#### SUPPLIED DATA ####

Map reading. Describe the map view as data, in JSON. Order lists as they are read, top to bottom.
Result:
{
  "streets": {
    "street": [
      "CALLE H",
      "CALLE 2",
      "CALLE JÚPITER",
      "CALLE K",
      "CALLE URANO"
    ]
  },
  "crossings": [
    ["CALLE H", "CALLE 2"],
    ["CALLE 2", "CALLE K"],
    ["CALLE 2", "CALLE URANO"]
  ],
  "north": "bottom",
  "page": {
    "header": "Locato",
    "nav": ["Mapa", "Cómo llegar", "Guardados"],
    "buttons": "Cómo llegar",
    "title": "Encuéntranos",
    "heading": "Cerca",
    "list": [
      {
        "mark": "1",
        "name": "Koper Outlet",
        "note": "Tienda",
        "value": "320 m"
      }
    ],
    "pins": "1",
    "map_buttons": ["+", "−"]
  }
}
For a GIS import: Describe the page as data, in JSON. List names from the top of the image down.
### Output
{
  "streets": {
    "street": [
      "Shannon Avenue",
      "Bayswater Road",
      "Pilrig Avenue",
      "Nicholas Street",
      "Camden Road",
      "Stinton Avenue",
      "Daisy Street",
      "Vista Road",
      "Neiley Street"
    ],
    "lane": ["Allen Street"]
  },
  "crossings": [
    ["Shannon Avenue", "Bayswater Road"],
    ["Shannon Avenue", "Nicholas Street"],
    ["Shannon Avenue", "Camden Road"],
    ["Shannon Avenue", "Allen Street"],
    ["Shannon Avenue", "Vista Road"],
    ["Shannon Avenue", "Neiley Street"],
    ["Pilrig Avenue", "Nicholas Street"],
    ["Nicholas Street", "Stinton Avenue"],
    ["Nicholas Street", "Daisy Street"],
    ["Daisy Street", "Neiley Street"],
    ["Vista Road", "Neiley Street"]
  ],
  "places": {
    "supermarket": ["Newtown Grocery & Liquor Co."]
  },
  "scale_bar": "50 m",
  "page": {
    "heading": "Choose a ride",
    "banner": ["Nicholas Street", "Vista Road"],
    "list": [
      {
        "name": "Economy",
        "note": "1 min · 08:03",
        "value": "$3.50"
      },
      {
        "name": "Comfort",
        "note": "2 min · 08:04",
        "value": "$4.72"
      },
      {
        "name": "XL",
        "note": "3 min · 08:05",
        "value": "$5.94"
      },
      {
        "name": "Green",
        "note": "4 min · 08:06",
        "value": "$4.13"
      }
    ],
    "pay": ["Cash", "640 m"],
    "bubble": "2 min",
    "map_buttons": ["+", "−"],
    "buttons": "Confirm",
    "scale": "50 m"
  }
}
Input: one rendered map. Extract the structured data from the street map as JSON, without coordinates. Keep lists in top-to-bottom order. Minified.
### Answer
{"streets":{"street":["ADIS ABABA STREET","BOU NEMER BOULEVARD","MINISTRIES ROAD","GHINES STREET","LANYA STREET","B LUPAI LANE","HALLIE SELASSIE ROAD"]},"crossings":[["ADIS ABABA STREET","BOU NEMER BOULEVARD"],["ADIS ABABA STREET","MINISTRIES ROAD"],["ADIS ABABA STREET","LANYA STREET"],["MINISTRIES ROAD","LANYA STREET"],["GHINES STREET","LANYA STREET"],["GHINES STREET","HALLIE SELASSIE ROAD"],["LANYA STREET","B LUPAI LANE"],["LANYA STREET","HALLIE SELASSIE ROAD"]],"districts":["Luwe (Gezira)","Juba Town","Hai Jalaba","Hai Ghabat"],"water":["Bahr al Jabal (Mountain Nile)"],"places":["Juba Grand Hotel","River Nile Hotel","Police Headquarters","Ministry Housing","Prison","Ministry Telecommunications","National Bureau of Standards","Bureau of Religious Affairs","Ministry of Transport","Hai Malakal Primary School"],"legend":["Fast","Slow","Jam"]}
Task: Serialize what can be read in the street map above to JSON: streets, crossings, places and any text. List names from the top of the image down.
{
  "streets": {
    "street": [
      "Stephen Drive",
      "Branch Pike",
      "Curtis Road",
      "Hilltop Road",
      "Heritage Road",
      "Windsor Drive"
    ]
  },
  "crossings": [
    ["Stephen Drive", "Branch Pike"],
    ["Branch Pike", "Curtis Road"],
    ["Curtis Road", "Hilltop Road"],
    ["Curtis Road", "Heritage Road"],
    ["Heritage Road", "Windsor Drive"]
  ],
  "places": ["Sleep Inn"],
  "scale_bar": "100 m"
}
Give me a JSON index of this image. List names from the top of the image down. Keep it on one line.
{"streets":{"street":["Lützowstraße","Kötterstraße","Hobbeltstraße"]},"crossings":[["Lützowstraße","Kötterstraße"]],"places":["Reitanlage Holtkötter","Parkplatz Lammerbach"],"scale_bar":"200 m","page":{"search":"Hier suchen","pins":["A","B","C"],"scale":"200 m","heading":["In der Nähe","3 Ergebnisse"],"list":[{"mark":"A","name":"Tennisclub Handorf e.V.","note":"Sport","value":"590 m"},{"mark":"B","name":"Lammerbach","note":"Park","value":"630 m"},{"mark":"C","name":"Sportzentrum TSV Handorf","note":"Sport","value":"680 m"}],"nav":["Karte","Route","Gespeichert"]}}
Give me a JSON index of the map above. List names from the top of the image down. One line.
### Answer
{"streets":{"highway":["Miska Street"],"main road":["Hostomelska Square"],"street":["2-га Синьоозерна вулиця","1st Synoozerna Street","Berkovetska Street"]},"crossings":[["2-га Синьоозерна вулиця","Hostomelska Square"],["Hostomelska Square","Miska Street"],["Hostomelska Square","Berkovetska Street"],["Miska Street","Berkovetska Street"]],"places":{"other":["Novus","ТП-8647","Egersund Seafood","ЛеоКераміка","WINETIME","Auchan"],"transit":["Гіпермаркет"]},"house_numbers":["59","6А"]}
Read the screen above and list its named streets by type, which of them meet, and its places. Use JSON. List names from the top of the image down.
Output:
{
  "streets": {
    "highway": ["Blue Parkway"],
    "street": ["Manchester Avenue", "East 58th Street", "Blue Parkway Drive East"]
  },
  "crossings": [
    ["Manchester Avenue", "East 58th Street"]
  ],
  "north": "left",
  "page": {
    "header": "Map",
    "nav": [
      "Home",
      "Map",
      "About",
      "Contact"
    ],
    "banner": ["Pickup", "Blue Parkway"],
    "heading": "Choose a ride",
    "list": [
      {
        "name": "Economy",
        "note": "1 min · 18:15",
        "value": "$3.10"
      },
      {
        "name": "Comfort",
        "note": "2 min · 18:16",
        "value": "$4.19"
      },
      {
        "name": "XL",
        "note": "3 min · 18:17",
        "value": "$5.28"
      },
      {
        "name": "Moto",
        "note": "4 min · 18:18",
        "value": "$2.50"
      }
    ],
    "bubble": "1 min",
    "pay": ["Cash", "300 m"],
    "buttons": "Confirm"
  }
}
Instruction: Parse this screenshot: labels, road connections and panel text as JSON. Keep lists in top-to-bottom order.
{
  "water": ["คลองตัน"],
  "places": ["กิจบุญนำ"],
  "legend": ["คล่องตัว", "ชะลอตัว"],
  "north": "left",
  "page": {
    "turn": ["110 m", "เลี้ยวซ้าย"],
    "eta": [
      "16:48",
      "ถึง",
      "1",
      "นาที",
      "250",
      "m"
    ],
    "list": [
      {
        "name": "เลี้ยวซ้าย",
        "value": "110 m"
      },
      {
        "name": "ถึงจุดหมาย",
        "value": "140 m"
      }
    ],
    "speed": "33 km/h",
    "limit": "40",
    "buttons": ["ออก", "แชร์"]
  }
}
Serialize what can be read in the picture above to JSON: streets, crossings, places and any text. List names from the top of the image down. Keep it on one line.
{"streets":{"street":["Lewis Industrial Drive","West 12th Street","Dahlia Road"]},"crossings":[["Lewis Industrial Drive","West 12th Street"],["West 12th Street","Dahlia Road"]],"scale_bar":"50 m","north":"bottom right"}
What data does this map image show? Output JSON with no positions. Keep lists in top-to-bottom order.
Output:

####

=== WHAT IS EXPECTED ===
Print out, without change, each line from the line holding "What data does" to the final line of the material.

=== REPLY ===
What data does this map image show? Output JSON with no positions. Keep lists in top-to-bottom order.
Output:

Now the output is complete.